In the following years, the situation becomes worse in Congo, with rebels extruding all Europeans and raiding houses and plantations, including that of Thomas. He goes back there as soon as he can, but that might not have been the best idea…
This comic book is divided into several storylines that stretch from Congo to Belgium, over France and Germany, and back. It makes sure that the flow is quite rapid all the time, yet it’s also hard to follow, certainly at the beginning. So many things are happening at once, that you’ll really have to keep your focus. Nonetheless, it’s quite fascinating to realize what a mess the world was at that time, and how all those seemingly separate events are all connected. By adding the main storyline of Thomas, the link between the big events in the world, and the small pawns such as Thomas, becomes very fascinating.
Overall, the illustrations look nice enough, yet not always particularly detailed. They seem to speak more through the broad color spectrum they use, rather than through the actual drawings themselves. The whole looks pretty good though, and gets the job done well.

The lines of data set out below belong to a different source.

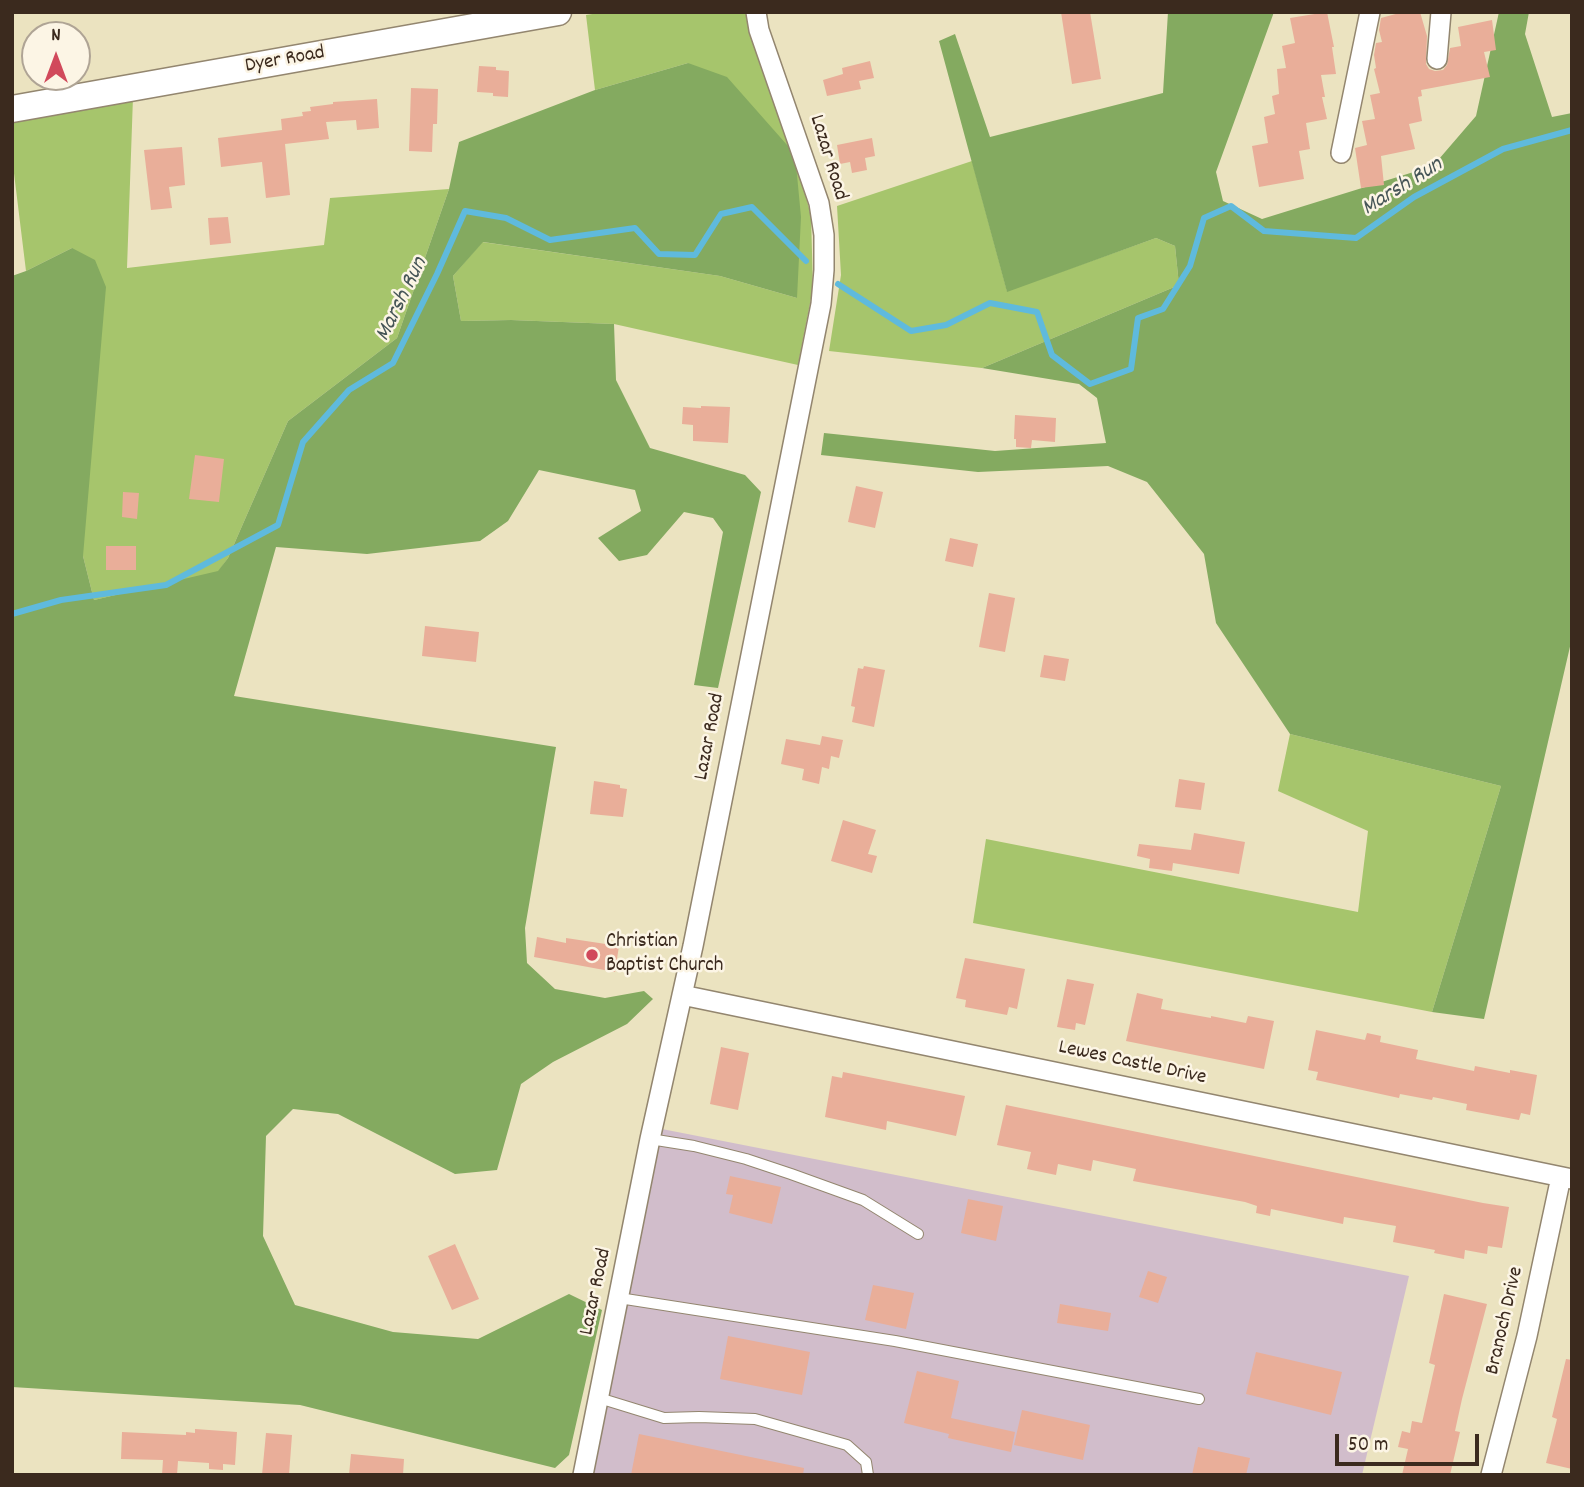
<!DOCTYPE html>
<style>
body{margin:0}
#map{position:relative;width:1584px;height:1487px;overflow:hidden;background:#ebe3c0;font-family:Dekko,sans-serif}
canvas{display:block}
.frame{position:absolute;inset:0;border:14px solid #3b2a1e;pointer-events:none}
.north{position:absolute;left:21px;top:21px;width:70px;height:70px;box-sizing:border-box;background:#fcf5e5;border:2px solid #afa495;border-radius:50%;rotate:0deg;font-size:19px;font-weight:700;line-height:28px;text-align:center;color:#3b2a1e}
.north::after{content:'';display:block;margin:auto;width:24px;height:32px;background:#d1495b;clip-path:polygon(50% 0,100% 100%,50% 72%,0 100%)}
.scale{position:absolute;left:1335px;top:1434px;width:144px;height:32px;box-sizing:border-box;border:4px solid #3b2a1e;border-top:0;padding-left:9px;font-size:21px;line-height:24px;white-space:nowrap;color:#3b2a1e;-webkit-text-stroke:5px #fcf5e5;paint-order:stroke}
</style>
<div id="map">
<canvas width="1584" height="1487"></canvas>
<div class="frame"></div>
<div class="north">N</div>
<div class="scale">50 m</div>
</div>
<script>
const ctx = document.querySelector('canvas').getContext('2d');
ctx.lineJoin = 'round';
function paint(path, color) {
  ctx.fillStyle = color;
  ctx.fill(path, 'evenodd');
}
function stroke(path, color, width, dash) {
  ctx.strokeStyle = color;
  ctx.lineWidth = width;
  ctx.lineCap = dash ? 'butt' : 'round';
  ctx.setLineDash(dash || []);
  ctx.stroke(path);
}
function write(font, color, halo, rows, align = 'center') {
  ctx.font = font + ' Dekko,sans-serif';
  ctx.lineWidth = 5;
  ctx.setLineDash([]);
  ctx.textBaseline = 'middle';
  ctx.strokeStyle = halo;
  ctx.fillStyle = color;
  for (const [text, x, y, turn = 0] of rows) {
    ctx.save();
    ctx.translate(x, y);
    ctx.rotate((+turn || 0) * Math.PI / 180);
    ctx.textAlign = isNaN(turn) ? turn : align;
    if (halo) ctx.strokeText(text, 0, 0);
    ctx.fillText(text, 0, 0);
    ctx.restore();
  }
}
const industrial = new Path2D(`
 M662 1129 1409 1276 1362 1475H591Z`);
const green = new Path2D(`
 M605 12H745L795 154 811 216 813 288 798 365 614 324 511 320 461 321 453 276 482 242 720 276 797 298 688 63 595 90 586 15Z
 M133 97 127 268 324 245 330 198 449 189 397 338 288 421 228 558 218 572 94 600 83 556 72 248 26 271 12 157V118Z
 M972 161 1007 291 1156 238 1175 246 1179 285 982 368 829 351 841 275 837 206Z
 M1290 734 1501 786 1432 1012 973 923 986 839 1358 912 1368 831 1278 791Z`);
const forest = new Path2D(`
 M1168 12H1274L1216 172 1223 201 1262 219 1433 166 1476 116 1499 12H1529L1525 34 1552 117 1572 113V638L1484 1019 1432 1012 1501 786 1290 734 1216 623 1204 554 1147 482 1108 466 978 472 821 455 824 433 995 451 1106 443 1097 398 1079 384 982 368 1179 285 1175 246 1156 238 1007 292 939 41 955 34 990 137 1163 93Z
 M688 63 727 77 795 154 801 217 797 298 720 276 483 242 453 276 461 321 511 320 614 324 616 380 650 448 745 475 761 492 718 688 694 685 723 532 713 518 684 512 647 555 619 561 598 538 641 511 635 490 539 470 508 521 480 541 367 554 276 547 234 696 556 747 525 928 527 963 555 989 605 998 644 991 653 999 627 1024 553 1062 521 1084 497 1170 455 1174 338 1114 293 1109 266 1136 263 1236 295 1305 393 1332 478 1339 569 1294 602 1310 569 1455 555 1468 300 1405 12 1387V276L26 271 72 248 95 260 106 287 83 556 94 600 218 571 228 558 288 421 397 338 449 189 459 142 595 90Z`);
const stream = new Path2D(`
 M838 284 911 331 946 325 990 303 1037 312 1052 355 1090 384 1131 369 1138 318 1163 309 1190 266 1204 218 1231 206 1264 231 1356 238 1414 197 1503 149 1572 130
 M12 614 61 600 166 585 278 525 303 442 349 390 393 363 437 274 465 211 506 218 550 240 635 228 659 254 695 255 721 214 752 207 806 261`);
const building = new Path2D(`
 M1061 12H1090L1101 79 1072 84Z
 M1327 12 1334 47H1332L1336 74 1321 75 1325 97H1322L1327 119 1306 123 1310 149 1299 151 1304 179 1259 187 1252 146 1268 143 1264 117 1275 114 1272 96 1279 94 1277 69 1286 68 1282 46 1295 43 1290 18Z
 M1403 12H1420L1427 36 1426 64 1429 69 1435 71 1443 70 1447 65 1450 48 1461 46 1458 27 1492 20 1496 50 1484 52 1490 77 1421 90 1422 96 1418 97 1422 121 1409 124 1415 149 1381 156 1384 185 1361 188 1355 148 1367 145 1362 121 1375 119 1370 95 1380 93 1374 69 1376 68 1374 55 1376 43 1382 42 1379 30 1381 18Z
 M870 61 874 78 859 81 861 89 827 96 823 80 843 74 842 68Z
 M479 66 496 67V70L509 71 508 97 493 96V93L477 92Z
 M411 88 438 89 437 124H433L432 152 409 151Z
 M377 99 379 128 357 130 356 120 326 122 329 139 285 144 290 195 266 198 262 162 221 167 218 138 282 130 281 119 303 116 302 112 311 111 310 107 333 104V102Z
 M872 138 875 156 865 158 867 170 852 173 850 162 840 164 837 145Z
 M182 147 185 185 169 187 172 208 151 210 144 150Z
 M228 217 231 243 210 245 208 218Z
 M701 406 730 407 728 443 693 441V425L682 424 683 407 701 408Z
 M1015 415 1056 418 1055 442 1032 440 1031 448 1016 447V439H1014Z
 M195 455 224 459 219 502 189 499Z
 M856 486 883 492 875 528 848 522Z
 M123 492 139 493 137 519 122 517Z
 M950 538 978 544 973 567 945 561Z
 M106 546H136V570H106Z
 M989 593 1015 598 1005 652 979 647Z
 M425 626 479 632 476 662 422 656Z
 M1044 655 1069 659 1065 681 1040 677Z
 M864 666 885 670 874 727 852 722 855 707 851 706 858 668 863 669Z
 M822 736 843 740 839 758 831 756 829 769 822 767 819 784 802 780 804 769 781 764 786 739 820 745Z
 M1179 779 1205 783 1201 810 1175 807Z
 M594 781 620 785V788L627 789 623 817 590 814Z
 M843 820 876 830 868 854 877 856 872 873 831 861Z
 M1194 833 1245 842 1239 874 1173 863 1172 871 1149 868 1150 859 1137 856 1139 844 1191 850Z
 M537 937 566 943V938L619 946 615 972 534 957Z
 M965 958 1025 969 1017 1009 1009 1007 1007 1015 965 1007 966 1000 956 998Z
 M1067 979 1094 984 1085 1025 1076 1023 1075 1030 1057 1027Z
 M1137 993 1163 999 1161 1009 1211 1018V1016L1246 1023 1248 1016 1274 1021 1264 1069 1126 1041Z
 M1316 1030 1365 1040 1367 1033 1381 1036 1380 1042 1418 1050 1416 1059 1474 1071 1475 1066 1510 1073V1070L1537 1075 1530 1115 1521 1113 1519 1120 1466 1110 1467 1104 1433 1097 1432 1100 1400 1094 1399 1098 1316 1080 1318 1072 1308 1070Z
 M721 1047 749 1053 738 1110 710 1104Z
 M843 1072 965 1096 956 1136 887 1121 886 1130 825 1117 832 1076 842 1078Z
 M1006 1105 1483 1203 1509 1207 1502 1248 1488 1246 1487 1254 1465 1250 1464 1259 1434 1253 1435 1250 1393 1242 1396 1226 1344 1217 1343 1224 1271 1209 1270 1216 1256 1213 1257 1206 1245 1202 1133 1181 1136 1169 1093 1160 1091 1171 1058 1164 1056 1175 1027 1169 1031 1152 997 1145Z
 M730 1176 781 1187 772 1224 729 1213 733 1195 726 1194Z
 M968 1199 1003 1206 996 1241 961 1233Z
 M455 1244 479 1299 452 1310 428 1256Z
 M1148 1271 1167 1277 1158 1303 1139 1297Z
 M873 1285 914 1293 906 1329 865 1320Z
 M1444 1294 1487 1304 1462 1399 1455 1431 1460 1432 1450 1475H1402L1408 1449 1398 1447 1402 1431 1410 1433 1412 1421 1422 1423 1435 1365 1429 1363Z
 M1060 1304 1111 1313 1108 1331 1057 1323Z
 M728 1336 810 1352 802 1395 720 1379Z
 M1256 1352 1342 1372 1331 1415 1246 1394Z
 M1566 1359 1572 1360V1469L1546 1463 1557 1419 1552 1417Z
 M917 1371 959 1381 951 1418 1015 1432 1011 1452 948 1438 949 1434 904 1423Z
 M1022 1410 1090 1425 1083 1460 1014 1445Z
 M195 1429 237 1432 235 1465 223 1464V1470L209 1469V1463L178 1461 177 1475H162L163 1460 121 1459 122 1432 186 1435V1432L195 1433Z
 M266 1433 292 1435 289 1475H262Z
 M639 1434 804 1468 803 1475H631Z
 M1198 1447 1250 1458 1246 1475H1192Z
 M351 1454 404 1459 403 1475H349Z`);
const lane = new Path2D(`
 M650 1139 694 1146 746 1159 791 1174 863 1200 918 1234
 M619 1298 895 1341 1199 1399
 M599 1398 664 1418 699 1417 755 1419 847 1445 866 1462 868 1475`);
const street = new Path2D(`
 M1437 59 1441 12
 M1341 153 1370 12
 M682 995 1572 1179
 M583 1475 650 1139 693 946 821 304 824 270V235L819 203 759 30 756 12
 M1491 1475 1527 1336 1561 1177`);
const secondary = new Path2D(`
 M12 109 558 12`);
const markers = [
 [592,955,7,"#d1495b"]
];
const streetNames = [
 ["Dyer Road",285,61,-10],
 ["Lazar Road",827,158,73],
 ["Lazar Road",711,737,-79],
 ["Lewes Castle Drive",1132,1064,12],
 ["Lazar Road",597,1292,-78],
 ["Branoch Drive",1506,1321,-77]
];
const poiNames = [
 ["Christian",606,943],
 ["Baptist Church",606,967]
];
const waterNames = [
 ["Marsh Run",1403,188,-32],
 ["Marsh Run",403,300,-64]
];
paint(industrial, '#d1bdcb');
paint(green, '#a6c56c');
paint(forest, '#84aa60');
stroke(stream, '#5fbadd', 6);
paint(building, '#e9ae99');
stroke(lane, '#93866f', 12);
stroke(street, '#93866f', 22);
stroke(secondary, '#93866f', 29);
stroke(lane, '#fff', 10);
stroke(street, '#fff', 19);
stroke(secondary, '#fff', 26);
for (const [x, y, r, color] of markers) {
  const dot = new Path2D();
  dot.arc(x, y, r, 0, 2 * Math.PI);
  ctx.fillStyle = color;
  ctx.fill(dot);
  stroke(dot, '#fcf5e5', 2.5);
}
write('21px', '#3b2a1e', '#fcf5e5', streetNames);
write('21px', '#3b2a1e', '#fcf5e5', poiNames, 'left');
write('italic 23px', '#465557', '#fcf5e5', waterNames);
</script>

At the end of this elaborate comic book, that consists out of two parts, there is a chronology of the important events that happened during the late 1950s and early 1960s. We found it a good addition, as it helps to see the events in the comic book in the right perspective.
Conclusion
Getekend: Gelukkige Tijden tells a complex story, with many different angles. It gives a good idea of what was going on in Europe after the Second World War though, and is both interesting as well as relaxing, exciting and fun to read. It’s definitely one worth checking out, as it handles an important period of time that hasn’t been explored much before in comic books, we found.